Perú (Abril 2012) Cuarta Parte

5º Etapa: Máncora-Piura-Lima-Madrid

El hotel en Máncora estaba destinado a gente joven. En el centro había como una plaza rodeada por dos edificios con varias puertas, como una corrala, y tras estas puertas había varias habitaciones de muchas camas. Todas ellas compartían un baño para chicas y otro para chicos por piso y, a su vez, servían como servicios para la barra del bar y el comedor al aire libre que habia en un lateral de la placita.

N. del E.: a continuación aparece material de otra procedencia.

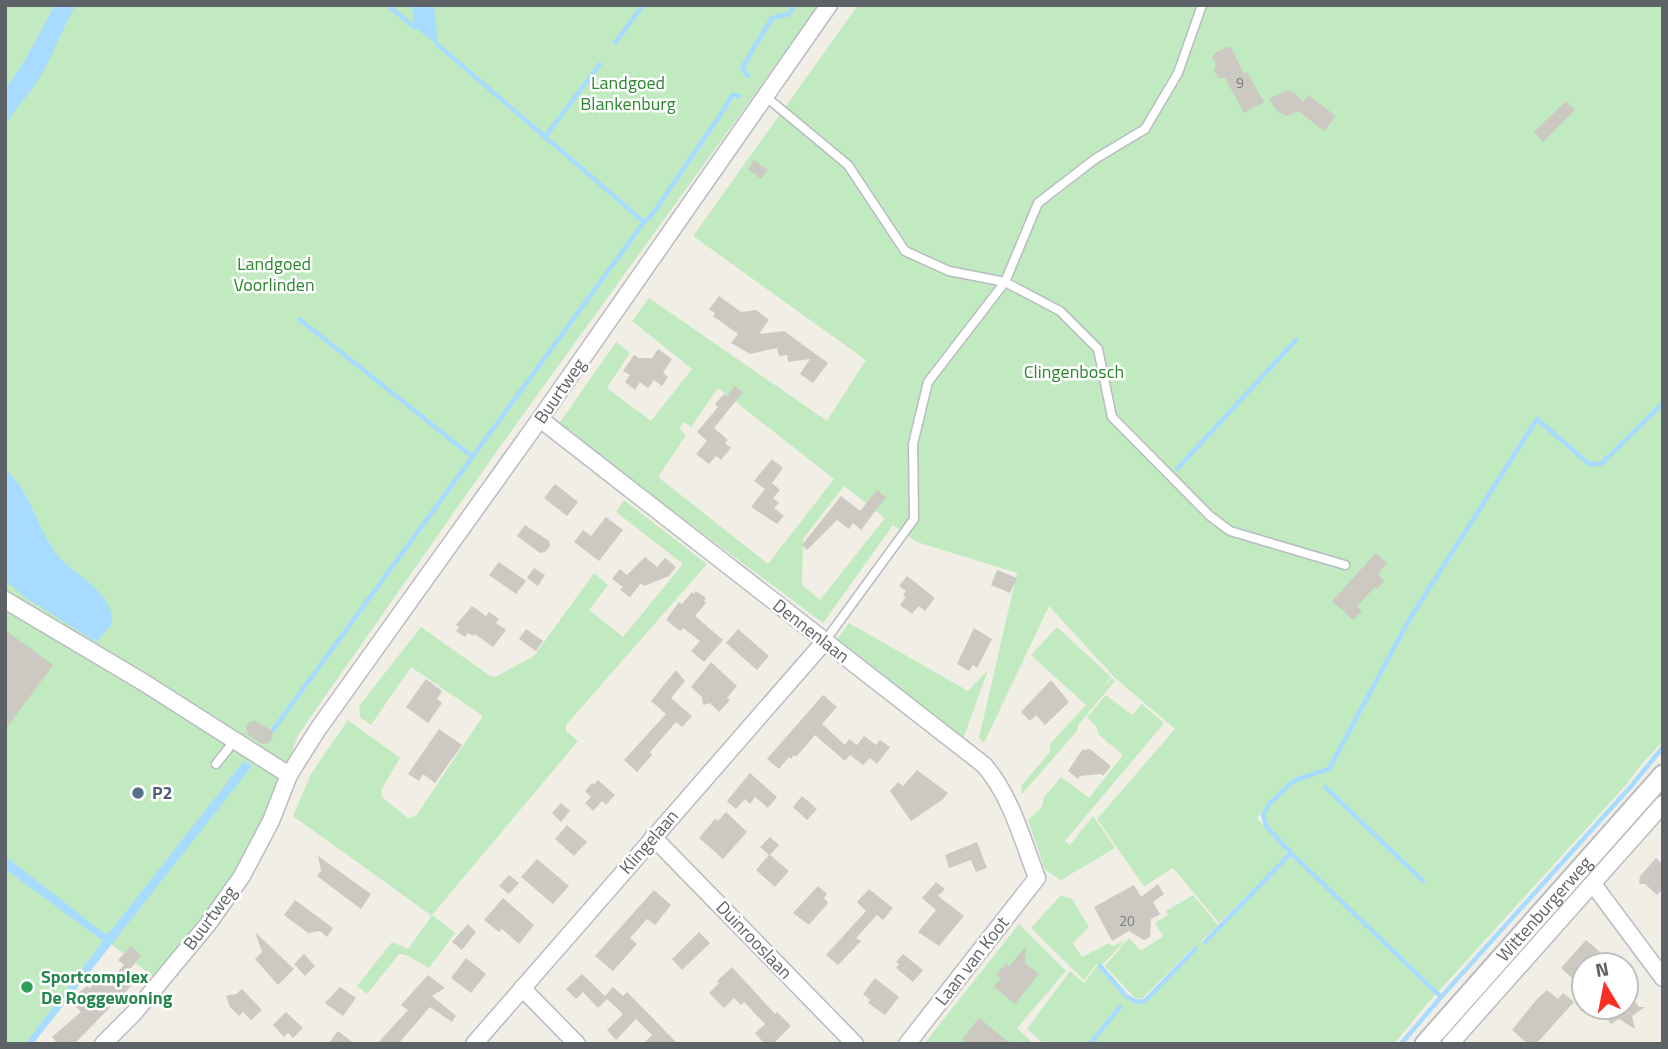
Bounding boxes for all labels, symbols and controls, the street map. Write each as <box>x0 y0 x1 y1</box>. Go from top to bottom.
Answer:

Detrás del comedor, subiendo un par de peldaños y rodeado de hamacas se situaba la piscina y pasando el muro de madera de detrás de la piscina había cuatro casas con habitaciones dobles.

Estas casas tenían la habitación en el piso superior y en el inferior un baño con ducha. El piso de arriba tenía una pequeña terraza y se veía a escasos 10 metros el mar. Mi primo y yo habíamos reservado una de estas casas dobles.


Nuestro objetivo en Máncora en principio era surfear y con esa mentalidad nos pusimos en marcha a caminar por la playa hasta el centro del pueblo.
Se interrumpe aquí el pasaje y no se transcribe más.